And it showed that they were prepared to apply their work against a strategic asset of another country, during peacetime. And had a larger program Nitro Zeus, intended to be the opening move of a war with Iran.

As with those missiles and their payloads, the nature of war has been redefined.

In Churchill's epic five volume history of WWII, he talks about the D-day landings, and how he wanted to watch it from a destroyer, but was blocked by King George, you ware too valuable". Churchill wrote that everyone on those beaches felt that they were too valuable to be there too -and that the people making the decisions should be there to see the consequences of them. He shortly thereafter goes on to discuss the first V1 attacks on London, discussing their morality. He felt that the "war-head". (a new word) was too indiscriminate. He was right - but given this was 14 months ahead of August 1945, his morality didn't run that deep. Or the V1 and V2 bombings had convinced him that it was the future. (Caveat: I've ignored RAF Bomber Command as it would only complicate this essay).

Eric Schlosser's book, Command and Control, discussed the post-war evolution of defence strategy in a nuclear age, and how nuclear weapons scared the military. before: 1000 bombers to destroy a city like Hamburg or Coventry. Now only one plane had to get through the air defences, and the country had lost. Which changed the economics and logistics of destroying nearby countries. The barrier to entry had just been reduced.

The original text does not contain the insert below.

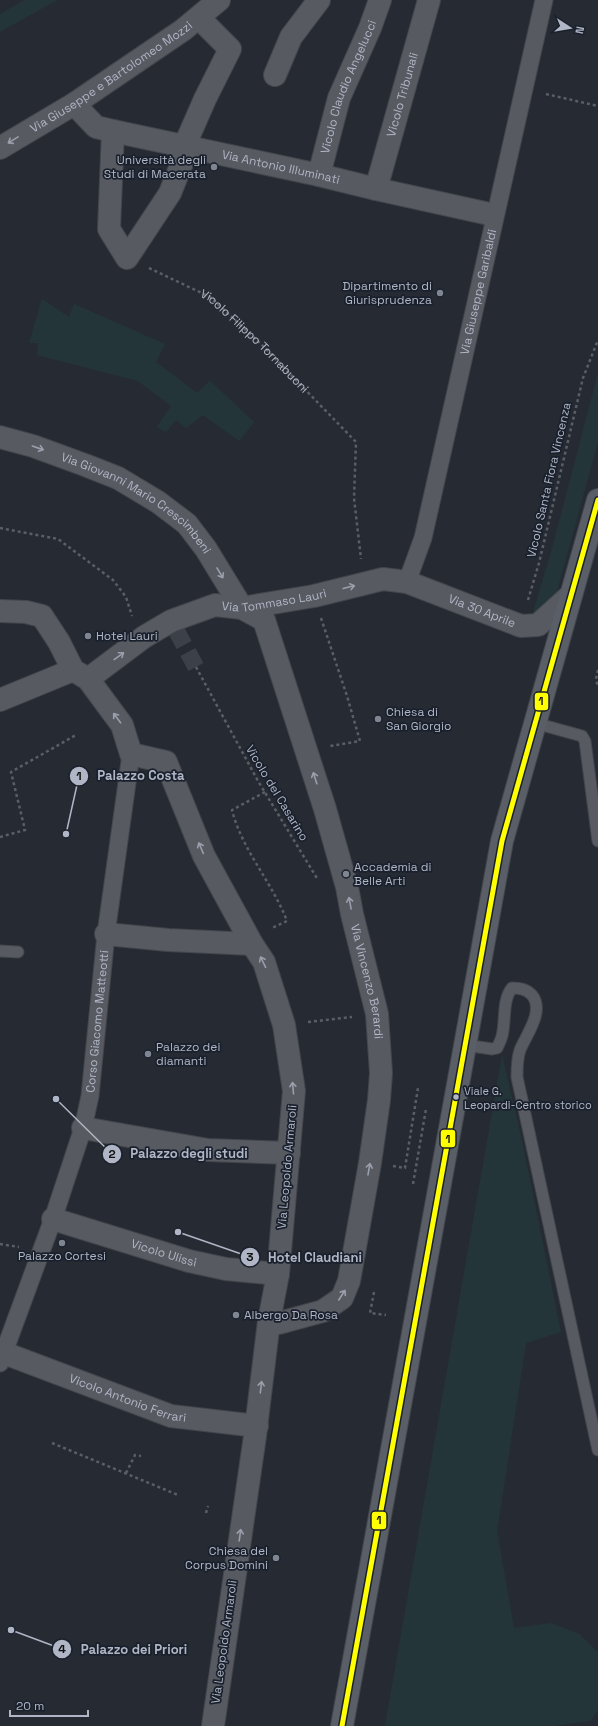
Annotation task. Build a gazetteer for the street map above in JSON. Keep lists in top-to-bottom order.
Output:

The whole strategy of Mutually Assured Destruction evolved there, which, luckily for us, managed to scrape us though to the twenty-first century: to now. But that doctrine wasn't immediate, and even there, the whole notion of tactical vs. strategic armaments skirted around the fact that once the first weapons went off over Germany or Korea, things were going to escalate.

Looking back though, you can see those step changes in technology and how the leading edge technologies of each war enabled the doctrine of the next. the US civil war: rifles, machine guns, ironclad naval vessels, the first wire obstacles on the battlefield. WWI: the trenches with their barbed wire and machine guns; planes and tanks the new tech, radio the emergent communications alongside those telegraphs issuing orders to "go over the top!" . WWII and Blitzkreig was built around planes and trains, radio critical to choreograph it; the Spanish civil war used to hone the concept and to inure Europe to the acceptance of bombing cities.

And in the Cold War, as discussed, missiles, computers and nuclear weapons were the tools of choice.

What now? Nuclear missiles are still the game-over weapons for humanity, but the non-nuclear weapons have changed and so the tactics of war have changed at. And just as the Manhattan Project showed how easy it was to flatten a city, the Olympic Games has shown how much damage you can do with laptops and a dedicated engineering team.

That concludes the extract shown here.